» Work to complete: Pick out every line in the data below that holds "linejoin".

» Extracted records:
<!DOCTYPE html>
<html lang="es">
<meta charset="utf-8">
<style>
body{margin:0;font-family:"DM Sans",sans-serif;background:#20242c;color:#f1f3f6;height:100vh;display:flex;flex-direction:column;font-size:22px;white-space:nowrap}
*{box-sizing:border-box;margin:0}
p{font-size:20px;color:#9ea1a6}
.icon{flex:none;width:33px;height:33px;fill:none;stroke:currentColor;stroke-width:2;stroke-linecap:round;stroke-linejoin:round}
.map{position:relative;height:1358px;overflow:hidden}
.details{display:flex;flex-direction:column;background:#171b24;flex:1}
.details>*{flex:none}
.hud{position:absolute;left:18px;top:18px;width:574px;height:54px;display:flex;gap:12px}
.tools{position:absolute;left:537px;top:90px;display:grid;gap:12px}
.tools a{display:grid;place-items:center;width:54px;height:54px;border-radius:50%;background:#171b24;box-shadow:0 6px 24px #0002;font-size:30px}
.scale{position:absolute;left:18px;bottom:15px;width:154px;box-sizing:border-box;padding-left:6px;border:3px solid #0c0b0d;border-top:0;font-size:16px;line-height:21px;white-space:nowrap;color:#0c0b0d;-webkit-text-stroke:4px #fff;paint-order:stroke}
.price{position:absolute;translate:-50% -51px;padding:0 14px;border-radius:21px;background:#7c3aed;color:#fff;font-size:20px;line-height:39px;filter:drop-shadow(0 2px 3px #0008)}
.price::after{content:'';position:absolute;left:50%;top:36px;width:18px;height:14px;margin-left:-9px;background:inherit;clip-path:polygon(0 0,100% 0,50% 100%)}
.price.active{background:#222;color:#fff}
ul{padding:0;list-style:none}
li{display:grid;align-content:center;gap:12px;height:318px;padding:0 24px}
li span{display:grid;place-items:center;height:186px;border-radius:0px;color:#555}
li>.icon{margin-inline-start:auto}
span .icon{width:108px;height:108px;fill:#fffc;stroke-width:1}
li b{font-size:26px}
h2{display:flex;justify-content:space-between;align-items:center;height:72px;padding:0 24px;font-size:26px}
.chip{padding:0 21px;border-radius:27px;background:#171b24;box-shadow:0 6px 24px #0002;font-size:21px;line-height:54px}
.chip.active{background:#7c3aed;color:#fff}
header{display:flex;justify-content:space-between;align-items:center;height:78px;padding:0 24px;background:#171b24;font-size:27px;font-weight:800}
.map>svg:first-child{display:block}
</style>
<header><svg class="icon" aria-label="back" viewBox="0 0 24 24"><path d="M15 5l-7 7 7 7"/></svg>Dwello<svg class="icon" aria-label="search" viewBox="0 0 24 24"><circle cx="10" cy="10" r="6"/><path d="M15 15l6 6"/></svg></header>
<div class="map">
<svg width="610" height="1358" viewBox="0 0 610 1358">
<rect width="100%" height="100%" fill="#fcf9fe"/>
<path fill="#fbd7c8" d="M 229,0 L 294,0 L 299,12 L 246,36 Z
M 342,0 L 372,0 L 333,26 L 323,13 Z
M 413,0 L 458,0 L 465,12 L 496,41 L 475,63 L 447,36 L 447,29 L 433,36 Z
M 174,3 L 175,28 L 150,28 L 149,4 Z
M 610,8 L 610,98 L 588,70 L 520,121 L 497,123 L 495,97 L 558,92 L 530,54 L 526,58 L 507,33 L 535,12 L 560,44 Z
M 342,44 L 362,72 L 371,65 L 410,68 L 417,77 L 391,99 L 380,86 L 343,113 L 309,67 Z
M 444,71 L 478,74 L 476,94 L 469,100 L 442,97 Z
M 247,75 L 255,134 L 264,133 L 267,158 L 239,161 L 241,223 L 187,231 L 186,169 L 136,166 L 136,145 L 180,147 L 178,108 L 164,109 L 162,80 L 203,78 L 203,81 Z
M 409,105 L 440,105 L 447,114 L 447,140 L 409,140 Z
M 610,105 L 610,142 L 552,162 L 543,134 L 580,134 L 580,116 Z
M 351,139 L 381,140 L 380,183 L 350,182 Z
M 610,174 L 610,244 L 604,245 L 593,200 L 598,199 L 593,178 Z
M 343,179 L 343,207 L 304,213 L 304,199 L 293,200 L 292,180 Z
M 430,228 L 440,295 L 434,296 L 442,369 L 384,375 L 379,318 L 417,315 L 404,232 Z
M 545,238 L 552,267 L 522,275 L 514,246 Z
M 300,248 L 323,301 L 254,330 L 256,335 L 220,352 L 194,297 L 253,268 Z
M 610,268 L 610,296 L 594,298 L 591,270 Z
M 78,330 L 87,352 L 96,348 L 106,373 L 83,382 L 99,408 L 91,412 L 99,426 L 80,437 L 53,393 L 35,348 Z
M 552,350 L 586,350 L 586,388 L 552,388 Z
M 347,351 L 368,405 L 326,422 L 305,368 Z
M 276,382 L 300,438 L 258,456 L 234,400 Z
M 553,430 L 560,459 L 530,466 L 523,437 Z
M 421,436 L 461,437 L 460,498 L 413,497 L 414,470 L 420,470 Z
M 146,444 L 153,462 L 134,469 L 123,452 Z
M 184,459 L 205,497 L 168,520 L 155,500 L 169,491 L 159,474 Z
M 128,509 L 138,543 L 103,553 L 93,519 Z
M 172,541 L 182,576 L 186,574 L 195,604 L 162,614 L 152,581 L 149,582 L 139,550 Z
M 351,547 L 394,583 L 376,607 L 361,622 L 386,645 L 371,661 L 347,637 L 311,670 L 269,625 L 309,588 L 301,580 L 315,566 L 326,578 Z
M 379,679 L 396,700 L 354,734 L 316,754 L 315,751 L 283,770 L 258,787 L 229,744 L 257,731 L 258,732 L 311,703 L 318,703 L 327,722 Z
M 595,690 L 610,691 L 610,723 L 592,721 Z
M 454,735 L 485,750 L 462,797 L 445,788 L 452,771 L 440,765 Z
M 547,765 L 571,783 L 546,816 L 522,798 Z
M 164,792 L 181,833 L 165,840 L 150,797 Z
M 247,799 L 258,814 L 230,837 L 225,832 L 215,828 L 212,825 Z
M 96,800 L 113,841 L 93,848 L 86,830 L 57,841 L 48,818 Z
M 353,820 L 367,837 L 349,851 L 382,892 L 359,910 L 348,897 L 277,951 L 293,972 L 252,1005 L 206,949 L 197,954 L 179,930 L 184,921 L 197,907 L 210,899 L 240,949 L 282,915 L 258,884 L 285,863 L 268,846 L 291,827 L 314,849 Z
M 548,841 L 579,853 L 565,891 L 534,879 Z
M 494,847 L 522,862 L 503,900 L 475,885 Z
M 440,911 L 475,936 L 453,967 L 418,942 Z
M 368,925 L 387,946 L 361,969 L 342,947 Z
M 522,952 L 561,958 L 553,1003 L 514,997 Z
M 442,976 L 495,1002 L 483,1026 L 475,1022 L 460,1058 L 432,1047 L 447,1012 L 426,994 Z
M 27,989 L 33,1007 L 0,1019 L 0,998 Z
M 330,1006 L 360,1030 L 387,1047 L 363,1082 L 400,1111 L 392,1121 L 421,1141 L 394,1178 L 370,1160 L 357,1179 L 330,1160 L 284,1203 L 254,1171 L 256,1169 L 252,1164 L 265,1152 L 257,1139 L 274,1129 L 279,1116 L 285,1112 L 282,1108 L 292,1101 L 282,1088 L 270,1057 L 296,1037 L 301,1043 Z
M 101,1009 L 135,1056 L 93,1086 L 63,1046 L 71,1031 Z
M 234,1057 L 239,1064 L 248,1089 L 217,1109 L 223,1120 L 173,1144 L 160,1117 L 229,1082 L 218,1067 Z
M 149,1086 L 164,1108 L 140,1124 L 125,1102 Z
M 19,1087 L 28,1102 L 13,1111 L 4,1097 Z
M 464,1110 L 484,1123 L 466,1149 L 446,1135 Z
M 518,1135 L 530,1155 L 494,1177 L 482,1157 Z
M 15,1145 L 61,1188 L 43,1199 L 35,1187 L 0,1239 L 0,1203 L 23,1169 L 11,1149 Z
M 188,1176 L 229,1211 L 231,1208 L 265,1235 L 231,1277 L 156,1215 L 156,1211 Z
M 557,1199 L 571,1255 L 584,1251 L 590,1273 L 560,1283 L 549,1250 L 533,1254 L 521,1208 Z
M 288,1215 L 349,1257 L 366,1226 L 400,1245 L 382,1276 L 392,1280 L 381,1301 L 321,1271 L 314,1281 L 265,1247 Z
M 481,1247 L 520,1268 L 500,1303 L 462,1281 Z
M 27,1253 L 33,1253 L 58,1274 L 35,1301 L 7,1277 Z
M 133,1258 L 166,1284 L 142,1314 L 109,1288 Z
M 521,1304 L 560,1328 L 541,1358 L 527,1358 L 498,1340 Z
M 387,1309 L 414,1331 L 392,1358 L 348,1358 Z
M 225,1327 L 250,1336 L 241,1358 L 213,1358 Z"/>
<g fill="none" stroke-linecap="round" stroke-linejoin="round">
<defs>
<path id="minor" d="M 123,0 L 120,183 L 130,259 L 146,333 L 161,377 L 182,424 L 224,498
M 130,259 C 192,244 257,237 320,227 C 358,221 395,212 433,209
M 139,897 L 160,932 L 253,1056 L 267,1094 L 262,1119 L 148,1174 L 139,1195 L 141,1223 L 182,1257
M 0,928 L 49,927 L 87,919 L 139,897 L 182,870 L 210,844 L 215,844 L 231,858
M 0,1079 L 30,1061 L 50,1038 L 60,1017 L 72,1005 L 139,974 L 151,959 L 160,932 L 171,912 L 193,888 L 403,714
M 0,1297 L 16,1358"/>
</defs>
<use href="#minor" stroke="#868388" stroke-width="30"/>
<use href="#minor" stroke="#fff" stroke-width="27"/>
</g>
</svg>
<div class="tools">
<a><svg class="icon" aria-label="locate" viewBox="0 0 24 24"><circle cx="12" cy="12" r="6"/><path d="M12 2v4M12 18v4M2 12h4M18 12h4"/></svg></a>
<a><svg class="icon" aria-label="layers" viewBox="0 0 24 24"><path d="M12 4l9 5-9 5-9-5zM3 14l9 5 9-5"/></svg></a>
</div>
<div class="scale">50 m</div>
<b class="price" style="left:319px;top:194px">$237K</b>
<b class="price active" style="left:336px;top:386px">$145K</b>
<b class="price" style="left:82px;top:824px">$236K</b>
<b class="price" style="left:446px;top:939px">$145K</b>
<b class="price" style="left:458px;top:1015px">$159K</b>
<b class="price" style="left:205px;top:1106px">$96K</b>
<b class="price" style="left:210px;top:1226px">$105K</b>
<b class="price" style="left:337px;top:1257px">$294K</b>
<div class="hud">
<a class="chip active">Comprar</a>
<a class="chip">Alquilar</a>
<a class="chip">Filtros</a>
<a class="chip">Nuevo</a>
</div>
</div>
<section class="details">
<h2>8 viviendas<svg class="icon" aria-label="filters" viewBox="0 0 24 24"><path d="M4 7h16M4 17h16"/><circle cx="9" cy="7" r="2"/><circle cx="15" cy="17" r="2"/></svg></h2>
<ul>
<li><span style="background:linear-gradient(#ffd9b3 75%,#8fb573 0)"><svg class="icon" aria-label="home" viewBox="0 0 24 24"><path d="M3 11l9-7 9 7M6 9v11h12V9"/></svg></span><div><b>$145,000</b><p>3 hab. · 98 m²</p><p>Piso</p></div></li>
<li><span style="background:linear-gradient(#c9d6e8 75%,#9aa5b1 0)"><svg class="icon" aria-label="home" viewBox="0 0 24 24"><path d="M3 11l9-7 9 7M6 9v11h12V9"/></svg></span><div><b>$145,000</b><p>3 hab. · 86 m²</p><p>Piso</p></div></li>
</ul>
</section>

» Expected answer:
.icon{flex:none;width:33px;height:33px;fill:none;stroke:currentColor;stroke-width:2;stroke-linecap:round;stroke-linejoin:round}
<g fill="none" stroke-linecap="round" stroke-linejoin="round">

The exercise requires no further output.